Part of the Mouth Party appeal is not just the flavour, described by the judges as “apricot, diesel and lime zest” but the promise of the outrageous packaging.

“I’d be lying to you if I didn’t tell you I did research on colours and marketing,” Drahota says, adding that he ignored all the established evidence that said core range beers should be in simple colours.

It helps that Drahota comes from a graphic design background and his business partners Harry Henriksen and Evarn Flaunty have product design backgrounds, even so, there were many iterations of Mouth Party’s design.

“When Harry came up with the design, we did 30 versions of the different colours. And because we were moving to printed cans [as opposed to labels] I knew you could have only 3-4 colours.”

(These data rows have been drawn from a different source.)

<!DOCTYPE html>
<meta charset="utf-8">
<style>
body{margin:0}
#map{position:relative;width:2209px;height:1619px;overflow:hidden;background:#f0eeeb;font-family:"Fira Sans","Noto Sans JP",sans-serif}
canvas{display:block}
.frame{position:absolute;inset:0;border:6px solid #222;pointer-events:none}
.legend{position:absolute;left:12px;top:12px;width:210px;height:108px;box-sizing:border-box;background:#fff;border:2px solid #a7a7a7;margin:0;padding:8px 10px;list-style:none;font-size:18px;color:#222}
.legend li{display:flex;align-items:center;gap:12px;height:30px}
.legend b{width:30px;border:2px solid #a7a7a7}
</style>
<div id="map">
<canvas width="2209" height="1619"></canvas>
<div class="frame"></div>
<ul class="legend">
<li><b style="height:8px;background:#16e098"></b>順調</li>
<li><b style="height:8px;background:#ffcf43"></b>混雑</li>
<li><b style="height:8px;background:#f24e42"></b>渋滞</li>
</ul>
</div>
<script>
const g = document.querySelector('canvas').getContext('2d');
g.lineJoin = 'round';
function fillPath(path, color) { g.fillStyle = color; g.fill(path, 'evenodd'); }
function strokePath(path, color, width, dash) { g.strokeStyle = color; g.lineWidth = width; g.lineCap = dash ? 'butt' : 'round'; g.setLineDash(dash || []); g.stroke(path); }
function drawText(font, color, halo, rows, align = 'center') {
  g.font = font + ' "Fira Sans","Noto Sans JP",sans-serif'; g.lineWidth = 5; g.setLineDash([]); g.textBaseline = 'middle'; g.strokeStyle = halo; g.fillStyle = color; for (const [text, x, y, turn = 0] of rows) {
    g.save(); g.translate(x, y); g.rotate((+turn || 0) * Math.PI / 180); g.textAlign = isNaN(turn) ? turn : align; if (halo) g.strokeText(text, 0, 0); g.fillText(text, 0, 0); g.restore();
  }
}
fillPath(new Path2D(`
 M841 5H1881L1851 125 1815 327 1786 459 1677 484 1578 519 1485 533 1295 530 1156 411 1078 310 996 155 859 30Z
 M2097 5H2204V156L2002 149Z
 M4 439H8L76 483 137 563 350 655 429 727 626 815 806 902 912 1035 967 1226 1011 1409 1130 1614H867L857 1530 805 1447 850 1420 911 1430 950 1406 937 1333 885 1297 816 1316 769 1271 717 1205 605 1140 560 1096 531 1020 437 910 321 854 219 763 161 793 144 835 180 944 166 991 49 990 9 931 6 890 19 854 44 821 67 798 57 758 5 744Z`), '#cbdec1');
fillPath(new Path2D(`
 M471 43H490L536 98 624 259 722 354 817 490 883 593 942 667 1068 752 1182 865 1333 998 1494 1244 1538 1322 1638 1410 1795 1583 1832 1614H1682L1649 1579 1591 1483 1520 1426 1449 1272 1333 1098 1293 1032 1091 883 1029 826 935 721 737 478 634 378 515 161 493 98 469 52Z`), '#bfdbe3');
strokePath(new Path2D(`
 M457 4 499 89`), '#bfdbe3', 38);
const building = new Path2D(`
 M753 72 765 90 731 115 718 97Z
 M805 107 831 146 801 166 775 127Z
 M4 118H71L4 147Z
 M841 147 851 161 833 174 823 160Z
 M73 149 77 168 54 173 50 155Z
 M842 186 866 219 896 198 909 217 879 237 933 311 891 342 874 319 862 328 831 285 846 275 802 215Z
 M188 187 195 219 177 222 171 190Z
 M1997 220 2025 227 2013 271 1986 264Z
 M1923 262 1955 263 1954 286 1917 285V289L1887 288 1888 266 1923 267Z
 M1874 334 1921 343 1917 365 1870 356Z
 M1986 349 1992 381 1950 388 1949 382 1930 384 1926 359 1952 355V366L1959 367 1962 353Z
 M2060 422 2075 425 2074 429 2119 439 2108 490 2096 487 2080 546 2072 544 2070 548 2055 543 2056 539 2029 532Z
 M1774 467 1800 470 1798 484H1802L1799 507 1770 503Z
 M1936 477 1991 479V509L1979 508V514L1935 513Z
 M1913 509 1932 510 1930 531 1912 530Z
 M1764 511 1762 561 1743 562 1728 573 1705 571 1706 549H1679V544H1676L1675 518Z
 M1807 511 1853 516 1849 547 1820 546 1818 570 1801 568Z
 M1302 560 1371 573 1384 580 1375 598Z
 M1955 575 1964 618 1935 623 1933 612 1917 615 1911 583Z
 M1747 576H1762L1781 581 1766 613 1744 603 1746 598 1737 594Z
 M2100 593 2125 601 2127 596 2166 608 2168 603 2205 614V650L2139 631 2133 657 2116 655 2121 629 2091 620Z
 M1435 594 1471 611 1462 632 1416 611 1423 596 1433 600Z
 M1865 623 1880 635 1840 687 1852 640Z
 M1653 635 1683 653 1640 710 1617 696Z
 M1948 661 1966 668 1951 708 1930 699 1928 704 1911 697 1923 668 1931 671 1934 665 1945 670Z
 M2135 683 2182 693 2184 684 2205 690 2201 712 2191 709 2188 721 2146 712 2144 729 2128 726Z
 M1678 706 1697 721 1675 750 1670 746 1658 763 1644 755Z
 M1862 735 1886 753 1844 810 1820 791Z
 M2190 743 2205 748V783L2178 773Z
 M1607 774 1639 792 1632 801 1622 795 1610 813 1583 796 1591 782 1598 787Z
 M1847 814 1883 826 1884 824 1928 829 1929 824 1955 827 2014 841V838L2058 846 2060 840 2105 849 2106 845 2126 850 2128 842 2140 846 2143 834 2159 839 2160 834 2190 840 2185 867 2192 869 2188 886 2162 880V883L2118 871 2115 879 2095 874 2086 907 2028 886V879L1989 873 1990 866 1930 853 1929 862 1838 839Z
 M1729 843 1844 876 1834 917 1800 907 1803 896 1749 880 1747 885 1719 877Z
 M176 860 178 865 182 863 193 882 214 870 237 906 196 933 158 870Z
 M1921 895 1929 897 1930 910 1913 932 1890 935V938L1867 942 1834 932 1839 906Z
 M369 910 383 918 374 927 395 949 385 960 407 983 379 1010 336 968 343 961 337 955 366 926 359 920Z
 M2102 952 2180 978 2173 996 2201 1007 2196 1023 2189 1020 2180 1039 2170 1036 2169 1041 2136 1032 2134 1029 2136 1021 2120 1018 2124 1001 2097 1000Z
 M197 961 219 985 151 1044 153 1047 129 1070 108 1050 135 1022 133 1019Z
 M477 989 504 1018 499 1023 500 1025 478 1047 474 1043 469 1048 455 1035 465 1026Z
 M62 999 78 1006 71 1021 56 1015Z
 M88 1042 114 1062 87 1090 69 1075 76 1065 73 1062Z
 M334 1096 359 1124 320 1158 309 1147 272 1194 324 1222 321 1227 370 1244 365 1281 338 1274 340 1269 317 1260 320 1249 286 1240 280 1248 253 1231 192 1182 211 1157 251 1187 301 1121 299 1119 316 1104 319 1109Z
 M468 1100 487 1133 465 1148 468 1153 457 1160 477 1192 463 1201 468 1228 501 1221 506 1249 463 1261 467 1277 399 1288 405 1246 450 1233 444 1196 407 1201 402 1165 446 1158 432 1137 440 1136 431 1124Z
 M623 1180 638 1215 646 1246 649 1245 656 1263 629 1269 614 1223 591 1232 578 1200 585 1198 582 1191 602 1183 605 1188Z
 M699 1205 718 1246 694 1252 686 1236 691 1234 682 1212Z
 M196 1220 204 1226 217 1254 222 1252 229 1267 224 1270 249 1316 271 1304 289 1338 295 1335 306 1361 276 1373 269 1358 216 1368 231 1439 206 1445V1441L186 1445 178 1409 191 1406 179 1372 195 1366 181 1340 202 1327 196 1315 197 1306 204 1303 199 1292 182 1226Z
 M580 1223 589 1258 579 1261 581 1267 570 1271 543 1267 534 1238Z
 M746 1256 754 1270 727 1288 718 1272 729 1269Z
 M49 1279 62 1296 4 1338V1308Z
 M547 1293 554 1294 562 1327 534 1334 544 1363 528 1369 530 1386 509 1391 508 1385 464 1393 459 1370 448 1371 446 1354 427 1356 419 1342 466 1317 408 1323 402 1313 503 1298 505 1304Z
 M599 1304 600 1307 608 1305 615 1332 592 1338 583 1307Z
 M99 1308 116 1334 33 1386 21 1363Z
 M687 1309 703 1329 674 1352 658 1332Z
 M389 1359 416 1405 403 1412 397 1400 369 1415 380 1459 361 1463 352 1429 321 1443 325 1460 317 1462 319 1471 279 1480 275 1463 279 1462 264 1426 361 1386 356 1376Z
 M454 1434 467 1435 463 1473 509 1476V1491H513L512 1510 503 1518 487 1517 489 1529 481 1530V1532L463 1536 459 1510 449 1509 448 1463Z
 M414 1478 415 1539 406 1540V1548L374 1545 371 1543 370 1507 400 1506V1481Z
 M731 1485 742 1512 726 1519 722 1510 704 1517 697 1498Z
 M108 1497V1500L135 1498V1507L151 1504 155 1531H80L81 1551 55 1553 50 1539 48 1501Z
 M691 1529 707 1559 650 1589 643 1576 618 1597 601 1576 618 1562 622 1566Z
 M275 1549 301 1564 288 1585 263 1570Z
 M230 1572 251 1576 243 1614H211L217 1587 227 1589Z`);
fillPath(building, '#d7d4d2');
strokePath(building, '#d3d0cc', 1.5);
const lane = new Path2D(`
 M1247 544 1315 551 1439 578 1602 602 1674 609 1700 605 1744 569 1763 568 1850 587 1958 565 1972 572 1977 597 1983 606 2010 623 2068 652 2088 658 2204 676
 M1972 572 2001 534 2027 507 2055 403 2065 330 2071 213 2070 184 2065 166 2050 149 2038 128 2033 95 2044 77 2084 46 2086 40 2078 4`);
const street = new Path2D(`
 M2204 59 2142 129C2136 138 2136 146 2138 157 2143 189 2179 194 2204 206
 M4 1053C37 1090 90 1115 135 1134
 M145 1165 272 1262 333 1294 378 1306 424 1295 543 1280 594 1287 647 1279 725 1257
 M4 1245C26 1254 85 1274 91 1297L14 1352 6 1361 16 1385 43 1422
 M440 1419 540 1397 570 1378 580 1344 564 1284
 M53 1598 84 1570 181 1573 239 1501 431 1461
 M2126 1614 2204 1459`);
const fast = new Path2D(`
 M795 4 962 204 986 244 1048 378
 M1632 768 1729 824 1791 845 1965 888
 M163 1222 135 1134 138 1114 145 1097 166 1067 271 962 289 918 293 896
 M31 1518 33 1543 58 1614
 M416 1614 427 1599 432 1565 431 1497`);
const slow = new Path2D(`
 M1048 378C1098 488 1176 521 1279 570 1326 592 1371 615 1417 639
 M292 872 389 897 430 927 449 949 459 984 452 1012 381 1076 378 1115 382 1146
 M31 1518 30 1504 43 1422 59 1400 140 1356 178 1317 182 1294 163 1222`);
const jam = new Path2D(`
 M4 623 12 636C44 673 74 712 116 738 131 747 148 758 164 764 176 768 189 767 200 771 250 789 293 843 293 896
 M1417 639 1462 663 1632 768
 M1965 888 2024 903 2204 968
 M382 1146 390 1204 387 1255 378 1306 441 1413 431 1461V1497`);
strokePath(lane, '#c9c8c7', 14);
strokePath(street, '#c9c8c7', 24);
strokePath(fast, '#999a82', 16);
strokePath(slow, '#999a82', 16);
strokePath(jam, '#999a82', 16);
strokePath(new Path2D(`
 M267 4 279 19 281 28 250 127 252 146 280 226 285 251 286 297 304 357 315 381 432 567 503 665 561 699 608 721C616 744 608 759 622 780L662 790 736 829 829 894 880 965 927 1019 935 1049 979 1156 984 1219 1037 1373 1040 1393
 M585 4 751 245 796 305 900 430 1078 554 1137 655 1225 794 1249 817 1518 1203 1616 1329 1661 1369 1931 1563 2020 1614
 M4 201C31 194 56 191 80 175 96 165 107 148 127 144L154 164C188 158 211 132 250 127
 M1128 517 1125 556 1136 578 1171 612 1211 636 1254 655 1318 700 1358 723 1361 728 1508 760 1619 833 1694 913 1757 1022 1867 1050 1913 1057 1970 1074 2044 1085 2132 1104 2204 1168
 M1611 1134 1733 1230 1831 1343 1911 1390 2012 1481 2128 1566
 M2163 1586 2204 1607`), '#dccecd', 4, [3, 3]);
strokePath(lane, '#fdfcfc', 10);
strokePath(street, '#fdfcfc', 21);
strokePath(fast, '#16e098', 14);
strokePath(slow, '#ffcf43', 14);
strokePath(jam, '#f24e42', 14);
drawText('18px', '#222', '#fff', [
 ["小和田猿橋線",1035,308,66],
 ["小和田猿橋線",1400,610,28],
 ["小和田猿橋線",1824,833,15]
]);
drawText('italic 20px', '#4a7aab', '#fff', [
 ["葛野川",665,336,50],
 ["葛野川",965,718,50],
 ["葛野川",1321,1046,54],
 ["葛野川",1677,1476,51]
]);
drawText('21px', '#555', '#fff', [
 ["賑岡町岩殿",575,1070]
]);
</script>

As a result, they went with what Drahota calls “pure CMYK” referencing the colours used in printing: cyan, magenta, yellow and black.

“The colours are as pure yellow, pure magenta, pure cyan and dark black as you can get which makes it the most vivid, striking colours the human eye can handle.

“We wanted people to look at it and say ‘this is fun’.”

If you have the artwork with that promise, you have to fulfil it, of course. That task fell to head brewer and fourth DVB partner Mario Lanz.

“I told Mario, we will sell the first beer on the label, your job is to sell the second. It’s really important what’s inside reflects what’s outside.”

And in this case, the promise made on the label is definitely fulfilled by the beer inside.